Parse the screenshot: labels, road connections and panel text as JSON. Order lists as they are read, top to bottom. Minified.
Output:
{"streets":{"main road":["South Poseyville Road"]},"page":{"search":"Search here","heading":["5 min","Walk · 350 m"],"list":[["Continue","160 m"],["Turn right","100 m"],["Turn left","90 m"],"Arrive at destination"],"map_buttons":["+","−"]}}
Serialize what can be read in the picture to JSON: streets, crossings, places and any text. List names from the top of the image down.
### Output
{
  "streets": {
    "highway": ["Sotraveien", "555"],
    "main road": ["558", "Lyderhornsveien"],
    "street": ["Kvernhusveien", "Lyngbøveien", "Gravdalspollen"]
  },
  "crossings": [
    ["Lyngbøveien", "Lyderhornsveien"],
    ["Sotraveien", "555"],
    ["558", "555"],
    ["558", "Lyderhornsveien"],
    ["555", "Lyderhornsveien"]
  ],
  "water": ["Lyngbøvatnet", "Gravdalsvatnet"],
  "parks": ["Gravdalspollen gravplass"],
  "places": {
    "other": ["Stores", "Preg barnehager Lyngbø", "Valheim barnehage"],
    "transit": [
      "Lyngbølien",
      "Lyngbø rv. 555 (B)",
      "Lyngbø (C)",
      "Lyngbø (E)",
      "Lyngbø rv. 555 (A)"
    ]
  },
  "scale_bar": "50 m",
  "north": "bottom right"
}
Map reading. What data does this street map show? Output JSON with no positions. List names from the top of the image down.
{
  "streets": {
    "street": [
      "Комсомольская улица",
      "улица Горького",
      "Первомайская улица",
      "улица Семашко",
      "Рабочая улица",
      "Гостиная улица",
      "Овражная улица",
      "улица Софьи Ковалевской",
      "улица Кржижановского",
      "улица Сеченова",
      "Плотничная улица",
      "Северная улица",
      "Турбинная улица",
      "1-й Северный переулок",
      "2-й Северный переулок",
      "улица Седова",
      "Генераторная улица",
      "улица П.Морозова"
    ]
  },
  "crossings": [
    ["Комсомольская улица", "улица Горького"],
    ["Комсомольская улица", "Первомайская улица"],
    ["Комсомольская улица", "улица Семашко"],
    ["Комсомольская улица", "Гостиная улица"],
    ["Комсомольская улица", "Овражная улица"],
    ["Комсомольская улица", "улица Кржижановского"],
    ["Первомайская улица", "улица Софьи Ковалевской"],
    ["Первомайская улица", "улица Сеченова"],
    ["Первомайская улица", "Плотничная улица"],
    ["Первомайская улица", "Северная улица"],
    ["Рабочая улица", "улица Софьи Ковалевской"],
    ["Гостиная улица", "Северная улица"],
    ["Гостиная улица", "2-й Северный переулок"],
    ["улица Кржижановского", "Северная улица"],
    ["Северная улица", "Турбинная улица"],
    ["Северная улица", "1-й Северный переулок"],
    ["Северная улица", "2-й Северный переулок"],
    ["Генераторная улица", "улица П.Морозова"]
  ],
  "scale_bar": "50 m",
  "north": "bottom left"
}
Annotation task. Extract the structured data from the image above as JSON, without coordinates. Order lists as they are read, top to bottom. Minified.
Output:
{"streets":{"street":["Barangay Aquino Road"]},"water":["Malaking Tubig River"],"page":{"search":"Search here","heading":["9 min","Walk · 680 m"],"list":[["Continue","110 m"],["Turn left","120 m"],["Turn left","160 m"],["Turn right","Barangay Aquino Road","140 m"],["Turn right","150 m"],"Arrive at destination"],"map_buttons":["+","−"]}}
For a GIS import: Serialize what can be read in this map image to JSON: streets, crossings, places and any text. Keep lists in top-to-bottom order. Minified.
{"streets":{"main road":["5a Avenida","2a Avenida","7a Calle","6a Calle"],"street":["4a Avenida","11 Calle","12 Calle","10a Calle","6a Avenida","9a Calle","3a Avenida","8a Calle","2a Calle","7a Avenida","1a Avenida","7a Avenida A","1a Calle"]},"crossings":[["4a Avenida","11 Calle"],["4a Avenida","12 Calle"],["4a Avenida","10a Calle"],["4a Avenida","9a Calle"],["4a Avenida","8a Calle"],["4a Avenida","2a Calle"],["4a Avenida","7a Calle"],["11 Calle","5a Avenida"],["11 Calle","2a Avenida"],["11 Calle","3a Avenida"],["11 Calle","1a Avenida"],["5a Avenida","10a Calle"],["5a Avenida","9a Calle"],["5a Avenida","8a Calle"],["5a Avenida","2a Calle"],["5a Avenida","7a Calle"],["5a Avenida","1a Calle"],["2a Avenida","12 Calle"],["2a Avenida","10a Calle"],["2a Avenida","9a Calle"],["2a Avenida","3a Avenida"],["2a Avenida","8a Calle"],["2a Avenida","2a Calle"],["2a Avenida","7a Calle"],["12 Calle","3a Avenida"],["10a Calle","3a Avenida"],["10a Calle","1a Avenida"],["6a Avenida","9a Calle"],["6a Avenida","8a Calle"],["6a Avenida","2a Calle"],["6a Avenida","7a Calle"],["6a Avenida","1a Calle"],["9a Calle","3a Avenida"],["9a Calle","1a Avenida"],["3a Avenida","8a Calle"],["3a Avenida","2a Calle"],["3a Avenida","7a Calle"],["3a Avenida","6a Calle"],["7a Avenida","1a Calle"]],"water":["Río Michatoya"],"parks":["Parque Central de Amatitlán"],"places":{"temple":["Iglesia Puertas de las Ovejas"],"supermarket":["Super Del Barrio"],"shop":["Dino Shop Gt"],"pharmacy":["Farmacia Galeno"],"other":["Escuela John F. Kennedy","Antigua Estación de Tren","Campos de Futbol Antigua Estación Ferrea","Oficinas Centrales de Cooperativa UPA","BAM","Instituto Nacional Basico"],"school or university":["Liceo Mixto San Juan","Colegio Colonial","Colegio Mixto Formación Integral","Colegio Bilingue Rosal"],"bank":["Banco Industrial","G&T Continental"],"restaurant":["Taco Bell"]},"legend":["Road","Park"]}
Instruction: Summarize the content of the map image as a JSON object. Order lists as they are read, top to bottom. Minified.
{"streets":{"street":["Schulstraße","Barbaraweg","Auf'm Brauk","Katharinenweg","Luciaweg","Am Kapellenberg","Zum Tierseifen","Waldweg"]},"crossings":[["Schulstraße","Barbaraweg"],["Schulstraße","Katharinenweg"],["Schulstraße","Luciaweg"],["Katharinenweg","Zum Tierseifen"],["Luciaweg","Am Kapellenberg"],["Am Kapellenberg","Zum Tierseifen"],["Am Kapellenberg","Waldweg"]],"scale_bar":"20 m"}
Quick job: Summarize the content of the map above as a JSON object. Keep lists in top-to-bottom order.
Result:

• • • • • • •

DIRECTIONS FOR THIS TASK: Everything in the records must be returned exactly.

OUTPUT OF THE TASK:
Parse the screenshot: labels, road connections and panel text as JSON. Order lists as they are read, top to bottom. Minified.
Output:
{"streets":{"main road":["South Poseyville Road"]},"page":{"search":"Search here","heading":["5 min","Walk · 350 m"],"list":[["Continue","160 m"],["Turn right","100 m"],["Turn left","90 m"],"Arrive at destination"],"map_buttons":["+","−"]}}
Serialize what can be read in the picture to JSON: streets, crossings, places and any text. List names from the top of the image down.
### Output
{
  "streets": {
    "highway": ["Sotraveien", "555"],
    "main road": ["558", "Lyderhornsveien"],
    "street": ["Kvernhusveien", "Lyngbøveien", "Gravdalspollen"]
  },
  "crossings": [
    ["Lyngbøveien", "Lyderhornsveien"],
    ["Sotraveien", "555"],
    ["558", "555"],
    ["558", "Lyderhornsveien"],
    ["555", "Lyderhornsveien"]
  ],
  "water": ["Lyngbøvatnet", "Gravdalsvatnet"],
  "parks": ["Gravdalspollen gravplass"],
  "places": {
    "other": ["Stores", "Preg barnehager Lyngbø", "Valheim barnehage"],
    "transit": [
      "Lyngbølien",
      "Lyngbø rv. 555 (B)",
      "Lyngbø (C)",
      "Lyngbø (E)",
      "Lyngbø rv. 555 (A)"
    ]
  },
  "scale_bar": "50 m",
  "north": "bottom right"
}
Map reading. What data does this street map show? Output JSON with no positions. List names from the top of the image down.
{
  "streets": {
    "street": [
      "Комсомольская улица",
      "улица Горького",
      "Первомайская улица",
      "улица Семашко",
      "Рабочая улица",
      "Гостиная улица",
      "Овражная улица",
      "улица Софьи Ковалевской",
      "улица Кржижановского",
      "улица Сеченова",
      "Плотничная улица",
      "Северная улица",
      "Турбинная улица",
      "1-й Северный переулок",
      "2-й Северный переулок",
      "улица Седова",
      "Генераторная улица",
      "улица П.Морозова"
    ]
  },
  "crossings": [
    ["Комсомольская улица", "улица Горького"],
    ["Комсомольская улица", "Первомайская улица"],
    ["Комсомольская улица", "улица Семашко"],
    ["Комсомольская улица", "Гостиная улица"],
    ["Комсомольская улица", "Овражная улица"],
    ["Комсомольская улица", "улица Кржижановского"],
    ["Первомайская улица", "улица Софьи Ковалевской"],
    ["Первомайская улица", "улица Сеченова"],
    ["Первомайская улица", "Плотничная улица"],
    ["Первомайская улица", "Северная улица"],
    ["Рабочая улица", "улица Софьи Ковалевской"],
    ["Гостиная улица", "Северная улица"],
    ["Гостиная улица", "2-й Северный переулок"],
    ["улица Кржижановского", "Северная улица"],
    ["Северная улица", "Турбинная улица"],
    ["Северная улица", "1-й Северный переулок"],
    ["Северная улица", "2-й Северный переулок"],
    ["Генераторная улица", "улица П.Морозова"]
  ],
  "scale_bar": "50 m",
  "north": "bottom left"
}
Annotation task. Extract the structured data from the image above as JSON, without coordinates. Order lists as they are read, top to bottom. Minified.
Output:
{"streets":{"street":["Barangay Aquino Road"]},"water":["Malaking Tubig River"],"page":{"search":"Search here","heading":["9 min","Walk · 680 m"],"list":[["Continue","110 m"],["Turn left","120 m"],["Turn left","160 m"],["Turn right","Barangay Aquino Road","140 m"],["Turn right","150 m"],"Arrive at destination"],"map_buttons":["+","−"]}}
For a GIS import: Serialize what can be read in this map image to JSON: streets, crossings, places and any text. Keep lists in top-to-bottom order. Minified.
{"streets":{"main road":["5a Avenida","2a Avenida","7a Calle","6a Calle"],"street":["4a Avenida","11 Calle","12 Calle","10a Calle","6a Avenida","9a Calle","3a Avenida","8a Calle","2a Calle","7a Avenida","1a Avenida","7a Avenida A","1a Calle"]},"crossings":[["4a Avenida","11 Calle"],["4a Avenida","12 Calle"],["4a Avenida","10a Calle"],["4a Avenida","9a Calle"],["4a Avenida","8a Calle"],["4a Avenida","2a Calle"],["4a Avenida","7a Calle"],["11 Calle","5a Avenida"],["11 Calle","2a Avenida"],["11 Calle","3a Avenida"],["11 Calle","1a Avenida"],["5a Avenida","10a Calle"],["5a Avenida","9a Calle"],["5a Avenida","8a Calle"],["5a Avenida","2a Calle"],["5a Avenida","7a Calle"],["5a Avenida","1a Calle"],["2a Avenida","12 Calle"],["2a Avenida","10a Calle"],["2a Avenida","9a Calle"],["2a Avenida","3a Avenida"],["2a Avenida","8a Calle"],["2a Avenida","2a Calle"],["2a Avenida","7a Calle"],["12 Calle","3a Avenida"],["10a Calle","3a Avenida"],["10a Calle","1a Avenida"],["6a Avenida","9a Calle"],["6a Avenida","8a Calle"],["6a Avenida","2a Calle"],["6a Avenida","7a Calle"],["6a Avenida","1a Calle"],["9a Calle","3a Avenida"],["9a Calle","1a Avenida"],["3a Avenida","8a Calle"],["3a Avenida","2a Calle"],["3a Avenida","7a Calle"],["3a Avenida","6a Calle"],["7a Avenida","1a Calle"]],"water":["Río Michatoya"],"parks":["Parque Central de Amatitlán"],"places":{"temple":["Iglesia Puertas de las Ovejas"],"supermarket":["Super Del Barrio"],"shop":["Dino Shop Gt"],"pharmacy":["Farmacia Galeno"],"other":["Escuela John F. Kennedy","Antigua Estación de Tren","Campos de Futbol Antigua Estación Ferrea","Oficinas Centrales de Cooperativa UPA","BAM","Instituto Nacional Basico"],"school or university":["Liceo Mixto San Juan","Colegio Colonial","Colegio Mixto Formación Integral","Colegio Bilingue Rosal"],"bank":["Banco Industrial","G&T Continental"],"restaurant":["Taco Bell"]},"legend":["Road","Park"]}
Instruction: Summarize the content of the map image as a JSON object. Order lists as they are read, top to bottom. Minified.
{"streets":{"street":["Schulstraße","Barbaraweg","Auf'm Brauk","Katharinenweg","Luciaweg","Am Kapellenberg","Zum Tierseifen","Waldweg"]},"crossings":[["Schulstraße","Barbaraweg"],["Schulstraße","Katharinenweg"],["Schulstraße","Luciaweg"],["Katharinenweg","Zum Tierseifen"],["Luciaweg","Am Kapellenberg"],["Am Kapellenberg","Zum Tierseifen"],["Am Kapellenberg","Waldweg"]],"scale_bar":"20 m"}
Quick job: Summarize the content of the map above as a JSON object. Keep lists in top-to-bottom order.
Result:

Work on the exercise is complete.